• [Activity]:
Reproduce, character for character, the entries from their opening line through the line with "height:6px; margin:-3px; padding:0".

• [Dataset entries]:

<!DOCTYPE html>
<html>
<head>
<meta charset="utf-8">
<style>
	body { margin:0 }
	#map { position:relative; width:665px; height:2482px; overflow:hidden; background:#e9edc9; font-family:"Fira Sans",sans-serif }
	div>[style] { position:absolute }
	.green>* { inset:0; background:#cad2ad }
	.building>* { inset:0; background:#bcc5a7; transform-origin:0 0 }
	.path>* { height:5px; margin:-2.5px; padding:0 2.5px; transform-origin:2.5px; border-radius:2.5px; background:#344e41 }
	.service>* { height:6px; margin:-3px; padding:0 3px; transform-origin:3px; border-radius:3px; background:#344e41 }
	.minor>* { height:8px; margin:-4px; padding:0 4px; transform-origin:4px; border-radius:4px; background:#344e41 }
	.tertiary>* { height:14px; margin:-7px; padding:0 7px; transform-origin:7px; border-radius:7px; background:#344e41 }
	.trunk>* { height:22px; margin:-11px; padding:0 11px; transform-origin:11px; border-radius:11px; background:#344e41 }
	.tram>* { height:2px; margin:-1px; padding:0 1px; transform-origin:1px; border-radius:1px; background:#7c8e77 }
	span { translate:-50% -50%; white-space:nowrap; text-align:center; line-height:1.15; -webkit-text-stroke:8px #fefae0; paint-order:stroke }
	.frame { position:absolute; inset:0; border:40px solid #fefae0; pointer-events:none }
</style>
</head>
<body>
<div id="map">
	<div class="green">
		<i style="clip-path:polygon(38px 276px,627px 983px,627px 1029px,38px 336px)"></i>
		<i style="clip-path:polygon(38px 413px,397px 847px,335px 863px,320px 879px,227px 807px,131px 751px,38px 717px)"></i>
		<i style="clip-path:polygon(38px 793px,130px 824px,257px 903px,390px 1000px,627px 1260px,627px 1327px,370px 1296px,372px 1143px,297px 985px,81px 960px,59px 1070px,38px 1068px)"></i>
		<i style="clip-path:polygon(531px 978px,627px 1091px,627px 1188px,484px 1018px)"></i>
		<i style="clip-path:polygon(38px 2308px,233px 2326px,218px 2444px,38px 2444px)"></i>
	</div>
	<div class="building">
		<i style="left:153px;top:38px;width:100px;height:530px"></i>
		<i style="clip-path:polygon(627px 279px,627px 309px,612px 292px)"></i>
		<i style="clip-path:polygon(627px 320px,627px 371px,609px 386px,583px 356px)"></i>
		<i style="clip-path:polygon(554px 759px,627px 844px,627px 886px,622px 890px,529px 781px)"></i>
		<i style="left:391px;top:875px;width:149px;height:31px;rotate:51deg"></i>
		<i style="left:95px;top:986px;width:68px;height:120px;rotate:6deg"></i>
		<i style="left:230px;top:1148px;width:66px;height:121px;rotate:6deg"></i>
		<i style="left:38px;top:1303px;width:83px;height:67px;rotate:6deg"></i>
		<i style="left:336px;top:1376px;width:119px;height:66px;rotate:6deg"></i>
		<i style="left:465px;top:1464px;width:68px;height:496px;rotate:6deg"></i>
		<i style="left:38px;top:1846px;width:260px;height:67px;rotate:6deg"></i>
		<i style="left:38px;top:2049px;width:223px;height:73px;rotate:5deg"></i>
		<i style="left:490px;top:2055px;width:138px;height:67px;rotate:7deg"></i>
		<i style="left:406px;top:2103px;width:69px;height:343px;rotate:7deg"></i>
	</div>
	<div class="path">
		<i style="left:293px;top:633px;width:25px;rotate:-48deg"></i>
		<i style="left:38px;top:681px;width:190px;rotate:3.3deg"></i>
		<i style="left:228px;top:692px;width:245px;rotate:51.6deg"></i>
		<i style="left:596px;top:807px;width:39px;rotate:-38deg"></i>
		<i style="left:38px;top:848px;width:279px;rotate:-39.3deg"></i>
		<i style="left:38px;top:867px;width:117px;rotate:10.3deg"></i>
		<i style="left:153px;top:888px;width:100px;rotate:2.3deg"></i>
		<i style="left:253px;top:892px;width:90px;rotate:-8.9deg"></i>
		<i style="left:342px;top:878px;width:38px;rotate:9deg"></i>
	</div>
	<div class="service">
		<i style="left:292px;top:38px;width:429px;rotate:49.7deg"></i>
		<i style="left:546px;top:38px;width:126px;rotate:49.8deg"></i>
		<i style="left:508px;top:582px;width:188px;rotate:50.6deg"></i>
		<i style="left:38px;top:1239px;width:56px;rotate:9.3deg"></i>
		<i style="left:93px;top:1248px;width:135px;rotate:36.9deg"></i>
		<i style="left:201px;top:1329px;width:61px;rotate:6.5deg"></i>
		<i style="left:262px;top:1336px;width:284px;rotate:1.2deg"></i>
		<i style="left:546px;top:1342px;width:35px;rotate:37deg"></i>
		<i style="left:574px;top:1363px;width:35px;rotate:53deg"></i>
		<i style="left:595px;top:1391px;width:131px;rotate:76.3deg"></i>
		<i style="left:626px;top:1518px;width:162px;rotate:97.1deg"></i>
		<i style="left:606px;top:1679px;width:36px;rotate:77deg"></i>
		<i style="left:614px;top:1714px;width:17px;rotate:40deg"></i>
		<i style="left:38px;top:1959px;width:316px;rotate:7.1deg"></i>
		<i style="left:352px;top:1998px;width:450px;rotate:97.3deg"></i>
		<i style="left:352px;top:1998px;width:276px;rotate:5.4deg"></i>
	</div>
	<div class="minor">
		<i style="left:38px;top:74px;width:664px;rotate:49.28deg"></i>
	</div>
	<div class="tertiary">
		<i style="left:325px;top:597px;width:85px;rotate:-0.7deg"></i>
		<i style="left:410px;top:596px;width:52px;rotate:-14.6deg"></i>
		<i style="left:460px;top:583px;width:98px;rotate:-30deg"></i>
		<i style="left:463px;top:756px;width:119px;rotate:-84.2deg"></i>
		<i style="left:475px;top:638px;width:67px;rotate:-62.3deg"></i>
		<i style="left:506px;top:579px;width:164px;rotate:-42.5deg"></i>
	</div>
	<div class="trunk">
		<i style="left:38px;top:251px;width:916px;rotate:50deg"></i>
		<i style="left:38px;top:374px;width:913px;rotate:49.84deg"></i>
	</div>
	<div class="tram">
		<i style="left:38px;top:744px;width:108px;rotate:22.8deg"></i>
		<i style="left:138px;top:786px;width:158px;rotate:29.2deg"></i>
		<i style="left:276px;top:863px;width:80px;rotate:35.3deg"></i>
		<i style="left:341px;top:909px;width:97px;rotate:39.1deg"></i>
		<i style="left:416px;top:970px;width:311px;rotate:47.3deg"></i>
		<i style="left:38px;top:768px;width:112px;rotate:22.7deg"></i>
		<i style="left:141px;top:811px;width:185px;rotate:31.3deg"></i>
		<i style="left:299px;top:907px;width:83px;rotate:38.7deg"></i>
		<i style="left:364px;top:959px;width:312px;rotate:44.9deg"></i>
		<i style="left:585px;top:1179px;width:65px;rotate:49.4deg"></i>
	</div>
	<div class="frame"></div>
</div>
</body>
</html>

• [Task solution]:
<!DOCTYPE html>
<html>
<head>
<meta charset="utf-8">
<style>
	body { margin:0 }
	#map { position:relative; width:665px; height:2482px; overflow:hidden; background:#e9edc9; font-family:"Fira Sans",sans-serif }
	div>[style] { position:absolute }
	.green>* { inset:0; background:#cad2ad }
	.building>* { inset:0; background:#bcc5a7; transform-origin:0 0 }
	.path>* { height:5px; margin:-2.5px; padding:0 2.5px; transform-origin:2.5px; border-radius:2.5px; background:#344e41 }
	.service>* { height:6px; margin:-3px; padding:0 3px; transform-origin:3px; border-radius:3px; background:#344e41 }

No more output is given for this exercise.